US Congress Mulling Reconstruction Funding For Iraq January 25, 2007Posted by notapundit in Congress, US News, World News.
WASHINGTON (AP)–Emboldened by a successful first vote against U.S. President George W. Bush’s Iraq war policy, Senate Democrats said Thursday they were wary of the administration’s anticipated $1.2 billion request for reconstruction there.
Sen. Joseph Biden, chairman of the Senate Foreign Relations Committee, said he wants assurances from the administration that the money would not fuel corruption or the insurgency in Iraq.

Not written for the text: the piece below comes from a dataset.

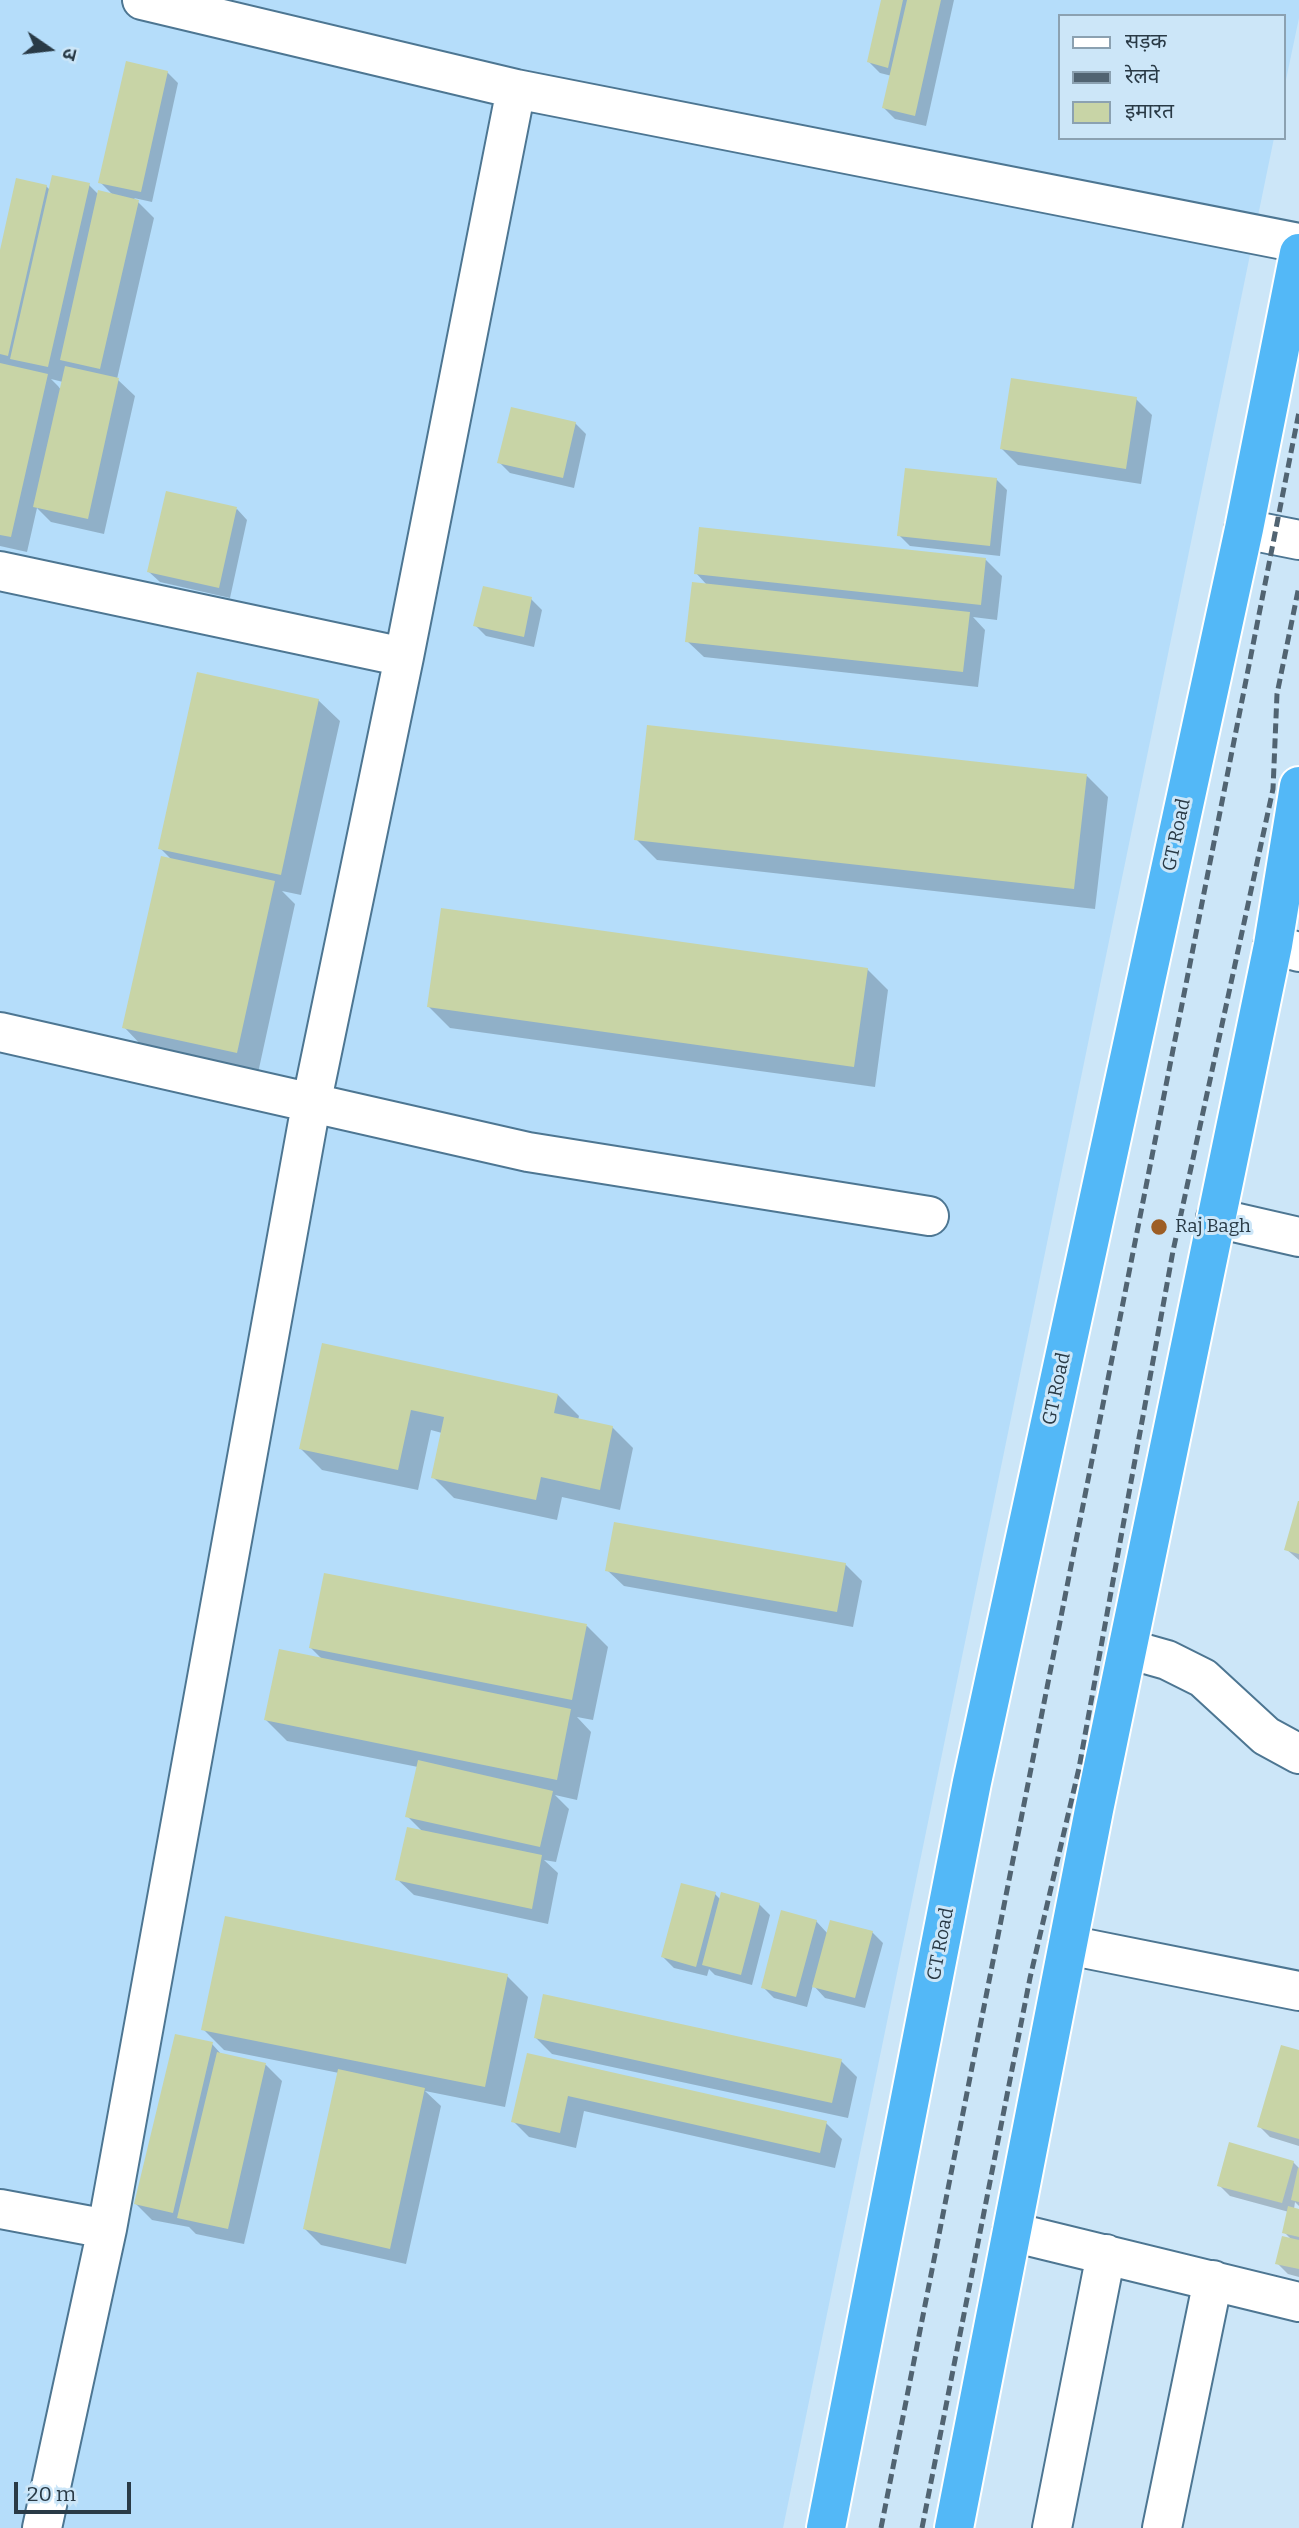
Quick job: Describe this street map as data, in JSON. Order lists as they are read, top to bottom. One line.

A key piece of Bush’s new strategy is increasing reconstruction efforts, with the U.S. pledging another $1.2 billion and the Iraqi government designating $10 billion. As part of the plan, Bush is dispatching 21,500 additional troops to Iraq to bolster security so reconstruction efforts are not stalled.
“I hope we will hear today some concrete details on why these funds will achieve better results than we’ve been able to achieve before,” Biden said.
The State Department has spent nearly $15 billion in reconstruction already and “as you know better than I do, the results aren’t pretty,” the Delaware Democrat added.
Testifying before the committee was David Satterfield, the State Department’s senior adviser on Iraq, and Brig. Gen. Michael Jones, a Middle East adviser on political and military affairs to the Joint Chiefs of Staff.
Satterfield said the State Department is expanding the number of reconstruction teams sent to Baghdad and the western Anbar province and sending some 300 additional civilian personnel to Iraq. But, he added, much of the heavy lifting must be accomplished by the Iraqi government.
“It is not a question of putting them in the lead or encouraging them to take the lead. It’s a recognition of reality,” he told the panel.
Sen. Richard Lugar, the top Republican on the panel, said he wants regular progress reports that are much more detailed than previously provided to Congress. Lugar announced Wednesday he had serious reservations that Bush’s new Iraq plan would work.
“Overall, the results have been disappointing to the Iraqi people, to Congress, and to American taxpayers,” said Lugar, R-Ind., referring to reconstruction efforts.
Biden’s committee passed 12-9 a resolution Wednesday that dismissed Bush’s plans to increase troops in Iraq as “not in the national interest.” The vote on the nonbinding measure was largely along party lines, with Sen. Chuck Hagel of Nebraska being the sole Republican on the committee offering his support.